— PROVIDED RECORDS —
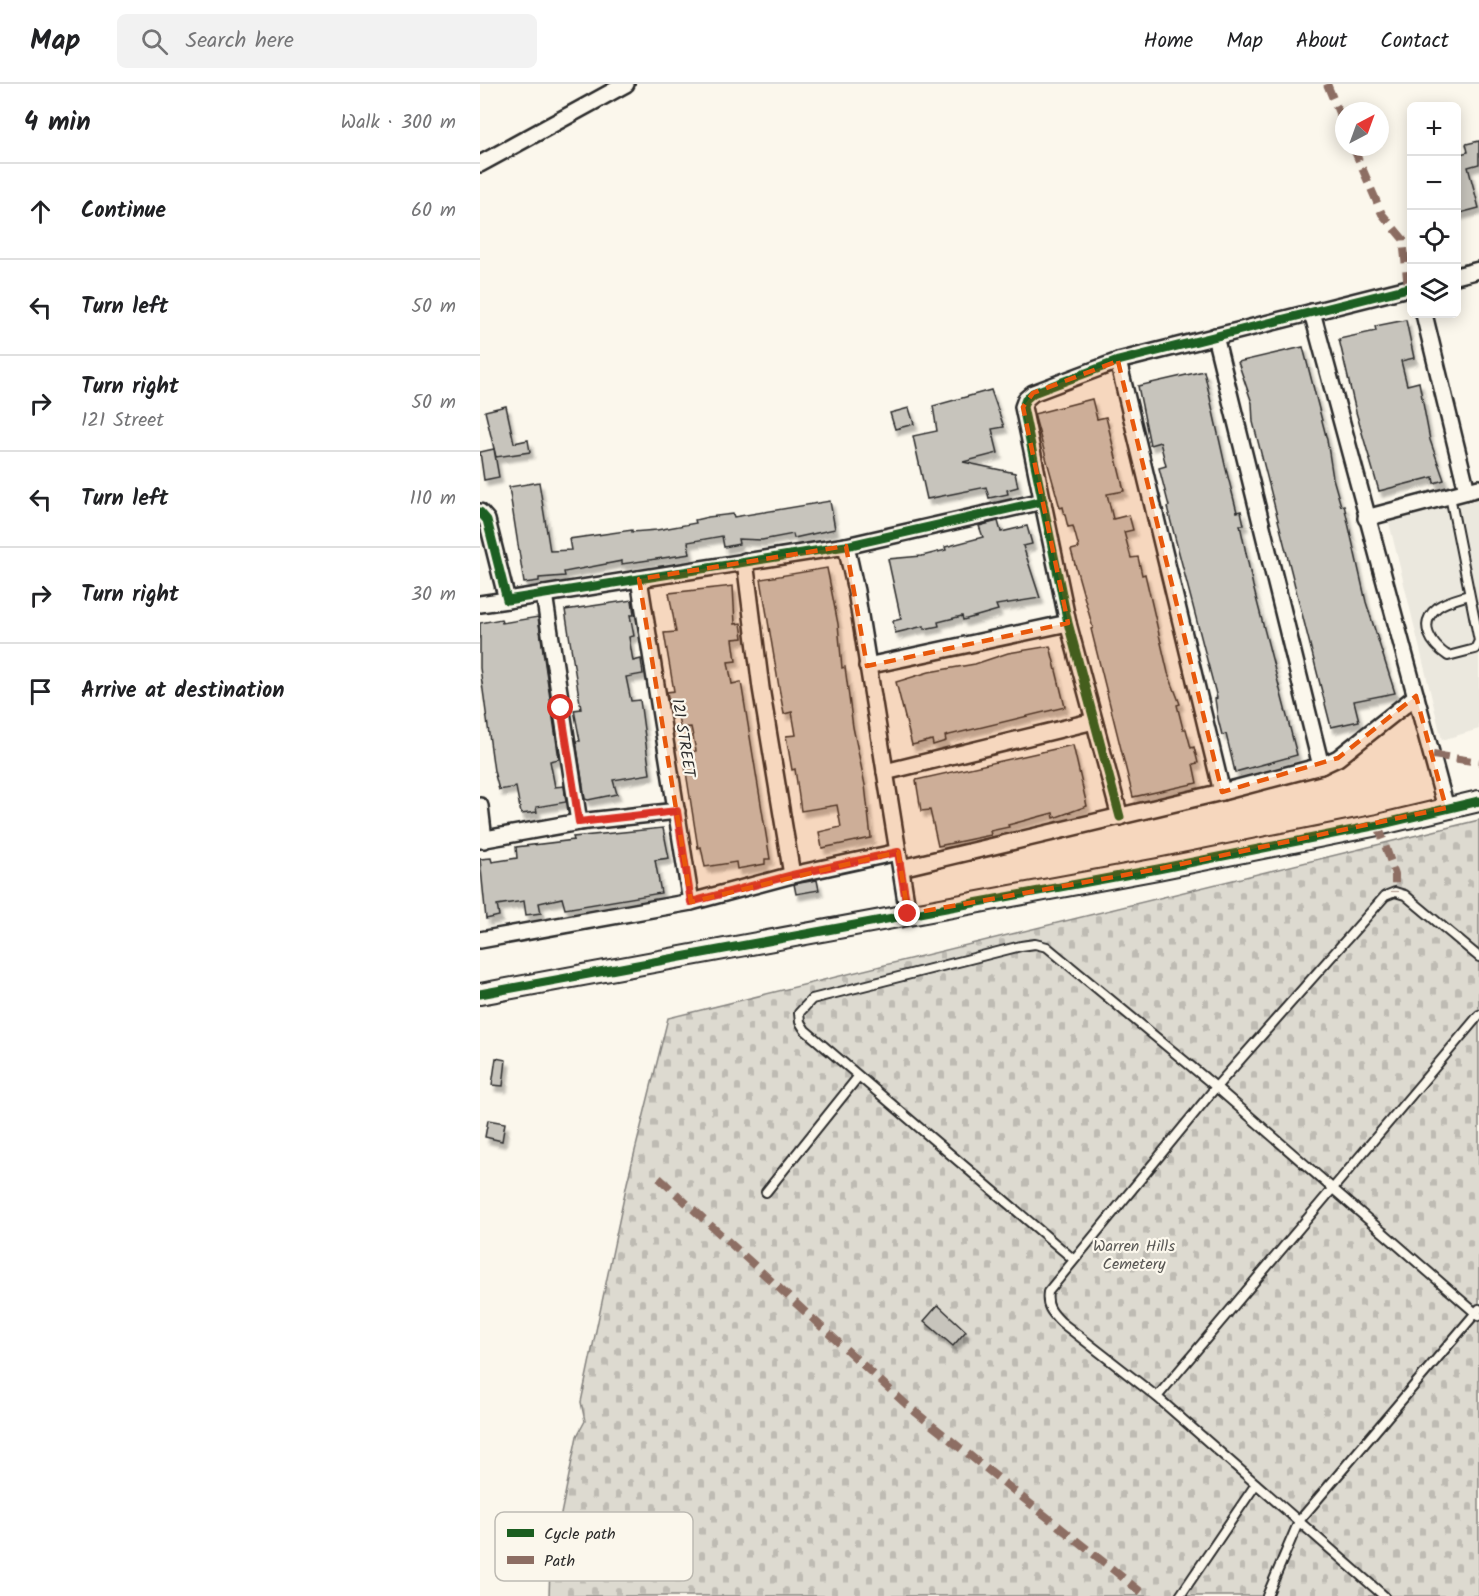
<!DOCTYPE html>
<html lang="en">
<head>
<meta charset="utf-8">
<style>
	body { margin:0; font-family:Kalam,sans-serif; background:#f2f2f2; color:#202124 }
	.controls { position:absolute; right:18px; top:18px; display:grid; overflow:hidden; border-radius:9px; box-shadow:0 3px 15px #0003 }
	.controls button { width:54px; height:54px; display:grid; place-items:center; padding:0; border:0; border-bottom:2px solid #e0e0e0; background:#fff; color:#202124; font:30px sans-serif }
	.compass { position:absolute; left:855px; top:18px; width:54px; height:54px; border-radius:50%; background:#fff; box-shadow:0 3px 15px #0003; rotate:41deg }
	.stop { position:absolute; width:18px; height:18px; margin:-14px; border:4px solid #d93025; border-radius:50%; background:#fff }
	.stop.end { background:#d93025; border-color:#fff; box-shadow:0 2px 6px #0008 }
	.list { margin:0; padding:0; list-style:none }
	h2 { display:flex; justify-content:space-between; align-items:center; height:78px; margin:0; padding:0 24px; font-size:26px }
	h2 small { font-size:20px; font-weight:400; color:#757577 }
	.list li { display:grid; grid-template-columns:39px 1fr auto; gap:18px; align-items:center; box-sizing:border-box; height:96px; padding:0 24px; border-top:2px solid #e0e0e0 }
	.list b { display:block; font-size:22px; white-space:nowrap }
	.list p { margin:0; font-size:20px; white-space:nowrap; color:#757577 }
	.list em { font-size:20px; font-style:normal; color:#757577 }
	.icon { flex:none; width:33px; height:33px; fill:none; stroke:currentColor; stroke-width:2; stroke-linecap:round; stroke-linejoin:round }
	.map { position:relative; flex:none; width:999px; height:1512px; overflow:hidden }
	header { display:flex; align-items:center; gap:36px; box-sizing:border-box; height:84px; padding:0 30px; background:#fff; border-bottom:2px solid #e0e0e0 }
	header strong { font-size:28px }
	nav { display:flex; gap:33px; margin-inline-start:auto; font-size:21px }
	.search { width:420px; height:54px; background:#f2f2f2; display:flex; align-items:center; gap:15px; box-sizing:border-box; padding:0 21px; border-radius:9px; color:#757577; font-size:22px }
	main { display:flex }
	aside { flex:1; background:#fff }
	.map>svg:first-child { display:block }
</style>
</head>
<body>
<header>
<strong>Map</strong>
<div class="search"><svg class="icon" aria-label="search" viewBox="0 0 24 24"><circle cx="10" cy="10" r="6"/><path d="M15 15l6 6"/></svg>Search here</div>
<nav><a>Home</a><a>Map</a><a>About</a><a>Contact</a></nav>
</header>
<main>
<aside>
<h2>4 min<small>Walk · 300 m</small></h2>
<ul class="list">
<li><svg class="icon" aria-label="ahead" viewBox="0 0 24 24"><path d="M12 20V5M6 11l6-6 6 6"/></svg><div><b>Continue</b></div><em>60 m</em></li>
<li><svg class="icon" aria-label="left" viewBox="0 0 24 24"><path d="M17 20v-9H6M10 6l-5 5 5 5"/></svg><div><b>Turn left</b></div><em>50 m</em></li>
<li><svg class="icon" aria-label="right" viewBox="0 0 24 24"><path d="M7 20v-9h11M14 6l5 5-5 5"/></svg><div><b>Turn right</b><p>121 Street</p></div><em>50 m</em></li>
<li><svg class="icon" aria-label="left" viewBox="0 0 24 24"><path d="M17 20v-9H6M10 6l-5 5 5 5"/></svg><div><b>Turn left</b></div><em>110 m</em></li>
<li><svg class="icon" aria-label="right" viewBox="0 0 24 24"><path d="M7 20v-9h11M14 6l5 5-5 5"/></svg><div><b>Turn right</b></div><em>30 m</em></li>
<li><svg class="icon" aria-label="arrive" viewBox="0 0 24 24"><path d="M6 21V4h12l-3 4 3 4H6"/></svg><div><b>Arrive at destination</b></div></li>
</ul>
</aside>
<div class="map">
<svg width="999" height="1512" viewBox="0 0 999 1512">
	<defs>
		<pattern id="cemetery-stones" width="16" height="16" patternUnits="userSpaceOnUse" patternTransform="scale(1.5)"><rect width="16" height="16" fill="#dddad0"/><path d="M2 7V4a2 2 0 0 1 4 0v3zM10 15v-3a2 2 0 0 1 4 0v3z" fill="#bebbb3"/></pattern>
		<filter id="shadow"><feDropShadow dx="3.5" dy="6" stdDeviation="1.5" flood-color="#0004"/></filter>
	</defs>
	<rect width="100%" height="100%" fill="#fbf7ec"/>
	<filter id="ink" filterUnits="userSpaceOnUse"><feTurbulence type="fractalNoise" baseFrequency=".0167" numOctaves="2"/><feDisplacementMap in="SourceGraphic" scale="12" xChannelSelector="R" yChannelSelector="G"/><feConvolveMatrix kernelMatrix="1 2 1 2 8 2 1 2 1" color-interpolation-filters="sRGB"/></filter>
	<g filter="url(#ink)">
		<polygon fill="#ebe8de" points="999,399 999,645 962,656 905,422"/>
		<polygon fill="url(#cemetery-stones)" stroke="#84827e" stroke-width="1.5" points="999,736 999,1512 69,1512 70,1484 97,1352 105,1337 101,1318 147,1099 188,934"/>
		<g fill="#c7c4bc" stroke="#2b2b2b" stroke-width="1.5" filter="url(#shadow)">
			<polygon points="999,57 999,80 988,83 999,124 976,130 976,71 988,68 986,60"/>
			<polygon points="926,236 934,274 921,277 927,301 939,298 950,356 964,396 954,399 953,393 899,407 876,328 859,255 896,247 895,242"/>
			<polygon points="823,263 847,356 853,394 861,422 864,421 886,518 915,609 874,617 879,637 851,643 773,338 772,319 758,278"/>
			<polygon points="724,287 745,381 757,428 761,427 764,441 760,441 773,502 817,671 755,688 746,650 742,651 738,635 735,615 737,614 687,423 689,422 679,384 686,382 680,358 670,361 658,302"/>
			<polygon points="511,306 524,343 512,345 518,369 483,378 535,389 538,403 527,406 528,410 509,414 506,403 447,415 433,352 457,347 453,322"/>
			<polygon points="612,315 617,335 626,333 644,407 627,410 633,435 649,431 653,446 644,448 651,474 658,473 662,491 665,490 688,589 700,620 697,621 703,645 706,645 711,664 714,663 718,679 713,680 717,699 653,713 611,545 613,544 591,466 599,464 593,442 588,443 583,423 580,424 554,330"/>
			<polygon points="26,322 34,359 48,356 50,368 16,373 5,327"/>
			<polygon points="429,324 434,340 415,345 410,329"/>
			<polygon points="14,365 19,393 4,396 0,368"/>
			<polygon points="59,398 70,467 91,466 89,455 152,446 152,448 177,446 216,439 215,436 228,433 253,430 254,433 350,417 355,445 314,454 313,450 282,456 258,455 259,460 244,463 242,452 208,458 210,470 142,480 142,477 84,488 85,492 59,494 59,497 44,499 29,403"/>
			<polygon points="518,437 521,448 547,442 552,460 543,462 560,514 516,521 518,526 483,536 482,532 458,538 459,542 444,545 444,542 415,549 413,537 421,535 408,475 442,472 466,466 465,463 503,453 499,442"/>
			<polygon points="347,484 358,540 362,584 365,583 373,643 385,701 391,754 342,764 339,748 361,743 357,721 321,727 315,685 312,686 306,652 316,651 312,628 304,630 300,609 281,495"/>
			<polygon points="253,502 255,540 261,539 263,554 253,555 256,577 248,578 252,600 261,598 290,775 285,775 285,780 257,785 256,778 225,783 221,763 218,764 203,669 216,667 211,643 200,644 197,625 190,625 187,608 194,607 184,549 196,548 189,509"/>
			<polygon points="152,516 154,531 150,531 154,552 149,553 153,577 161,575 163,590 146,593 151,617 160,616 170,690 133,696 137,710 108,716 105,715 96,657 100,657 94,626 101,625 85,526"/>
			<polygon points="58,533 79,675 70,677 75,703 84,702 86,718 56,723 57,728 41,730 36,703 19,706 14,687 0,584 0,539 21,535 22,539"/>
			<polygon points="570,562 585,623 465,652 466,657 453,661 452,656 432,661 416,598 449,588 495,580 528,569"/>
			<polygon points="593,661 607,722 574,734 573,729 528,741 529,743 510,747 511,751 458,762 450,726 441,727 436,696"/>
			<polygon points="183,744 189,774 175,776 181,809 85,825 82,814 59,819 61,829 46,831 44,817 17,821 19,832 6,835 0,775 11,774 12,778 37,774 36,763 94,756 93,753"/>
			<polygon points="337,796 339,806 316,810 314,800"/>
			<polygon points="16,974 26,976 23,1002 12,1001"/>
			<polygon points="8,1036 25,1039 22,1057 5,1053"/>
			<polygon points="458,1221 486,1247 473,1262 444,1237"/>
		</g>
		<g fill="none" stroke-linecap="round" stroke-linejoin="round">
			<g stroke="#2b2b2b" stroke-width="12">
				<g id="service">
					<path d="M 970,412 L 999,557 L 995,565 L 968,572 C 952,561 936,540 958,523 C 966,517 980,514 989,511"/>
					<polyline points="286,1108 378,993"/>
					<polyline points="593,1175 325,946 320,938 319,929 332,915 541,862 555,860 567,863 736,1003 999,1232"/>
					<polyline points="677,1313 999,931"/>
					<polyline points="700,1512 776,1400"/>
					<polyline points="787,1512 819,1437 999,1225"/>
					<path d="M 904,1512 L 677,1313 L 581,1238 C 571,1228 566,1222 568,1208 L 736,1003 L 905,812 L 915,808 L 925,811 L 999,873"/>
				</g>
			</g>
			<g stroke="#2b2b2b" stroke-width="20">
				<g id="minor">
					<polyline points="0,80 146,0"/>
					<polyline points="976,192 999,186"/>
					<polyline points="832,228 966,724"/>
					<polyline points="944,230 987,407"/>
					<polyline points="735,252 841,682"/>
					<polyline points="638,277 742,708 841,682 858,674 936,612"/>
					<polyline points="0,428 7,436 27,516 366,462 563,417"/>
					<polyline points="886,434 999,404"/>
					<polyline points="366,462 376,507 428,830"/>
					<polyline points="265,477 281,604 312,791"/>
					<polyline points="159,495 211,818"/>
					<polyline points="64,510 99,738"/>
					<polyline points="0,520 27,516"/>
					<polyline points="387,582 588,539"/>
					<polyline points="405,688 614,637"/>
					<polyline points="0,722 4,756"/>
					<polyline points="640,733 588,539 543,323 546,315 553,309 638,277 932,203"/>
					<polyline points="0,756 99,738 197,727"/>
					<polyline points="421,784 742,708"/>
					<polyline points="0,856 211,818 312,791 418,768"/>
				</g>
			</g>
			<g stroke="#2b2b2b" stroke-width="24">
				<polyline id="tertiary" points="0,910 678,785 898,741 999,717"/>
			</g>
			<use href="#service" stroke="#fbf7ec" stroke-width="8"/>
			<use href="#minor" stroke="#fbf7ec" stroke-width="15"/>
			<use href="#tertiary" stroke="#fbf7ec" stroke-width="20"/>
			<g stroke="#8d6e63" stroke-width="8" stroke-dasharray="15 8" stroke-linecap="butt">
				<polyline points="847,0 864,41"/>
				<polyline points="873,63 902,130 923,155 928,204"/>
				<polyline points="953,671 999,678"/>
				<polyline points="898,741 915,790 915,808"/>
				<polyline points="179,1094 429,1323 666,1512"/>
			</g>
			<g stroke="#fbf7ec" stroke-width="13">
				<g id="cycleway">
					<polyline points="0,428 7,436 27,516 366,462 563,417"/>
					<polyline points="640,733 588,539 543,323 546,315 553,309 638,277 932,203"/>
					<polyline points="0,910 678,785 898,741 999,717"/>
				</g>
			</g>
			<use href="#cycleway" stroke="#1b5e20" stroke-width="9"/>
		</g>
	</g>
	<g fill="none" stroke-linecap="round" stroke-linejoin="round" filter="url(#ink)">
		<polyline stroke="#d93025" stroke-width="8" points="81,624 99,738 197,727 211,818 312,791 418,768 428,830"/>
	</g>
	<path fill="#e8590c" fill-opacity="0.2" stroke="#e8590c" stroke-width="4.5" stroke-dasharray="12 8" stroke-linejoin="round" d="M 638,277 L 742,708 L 858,674 L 936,612 L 966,724 L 678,785 L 428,830 L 418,768 L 211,818 L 159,495 L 366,462 L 387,582 L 588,539 L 543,323 L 553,309 Z"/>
	<g text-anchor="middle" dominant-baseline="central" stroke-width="4.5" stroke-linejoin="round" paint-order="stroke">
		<g font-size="16" fill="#2b2b2b" stroke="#fbf7ec">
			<text transform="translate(203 654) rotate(81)">121 STREET</text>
		</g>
		<g font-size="16" fill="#585754" stroke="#fbf7ec">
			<text x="654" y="1162">Warren Hills<tspan x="654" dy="18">Cemetery</tspan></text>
		</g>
	</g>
	<rect x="15" y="1428" width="198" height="69" rx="9" fill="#fbf7ec" stroke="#bdbab2" stroke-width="1.5"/>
	<rect x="27" y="1445" width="27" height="8" fill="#1b5e20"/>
	<rect x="27" y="1472" width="27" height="8" fill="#8d6e63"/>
	<g font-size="16" fill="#2b2b2b">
		<text x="64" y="1455">Cycle path</text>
		<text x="64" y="1482">Path</text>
	</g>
</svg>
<div class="controls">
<button>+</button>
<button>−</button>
<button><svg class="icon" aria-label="locate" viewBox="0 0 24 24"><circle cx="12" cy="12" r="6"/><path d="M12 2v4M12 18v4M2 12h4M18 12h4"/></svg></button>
<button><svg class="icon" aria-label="layers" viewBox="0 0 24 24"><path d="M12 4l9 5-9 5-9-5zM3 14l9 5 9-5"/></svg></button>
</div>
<svg class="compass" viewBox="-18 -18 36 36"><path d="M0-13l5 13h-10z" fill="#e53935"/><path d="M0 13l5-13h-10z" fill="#757577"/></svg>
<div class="stop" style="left:81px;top:624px"></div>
<div class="stop end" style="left:428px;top:830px"></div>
</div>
</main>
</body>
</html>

— TASK —
Go through the records line by line and give the number of lines with the string "list" in them, stating nothing else.

— RESPONSE FOR THIS EXERCISE —
6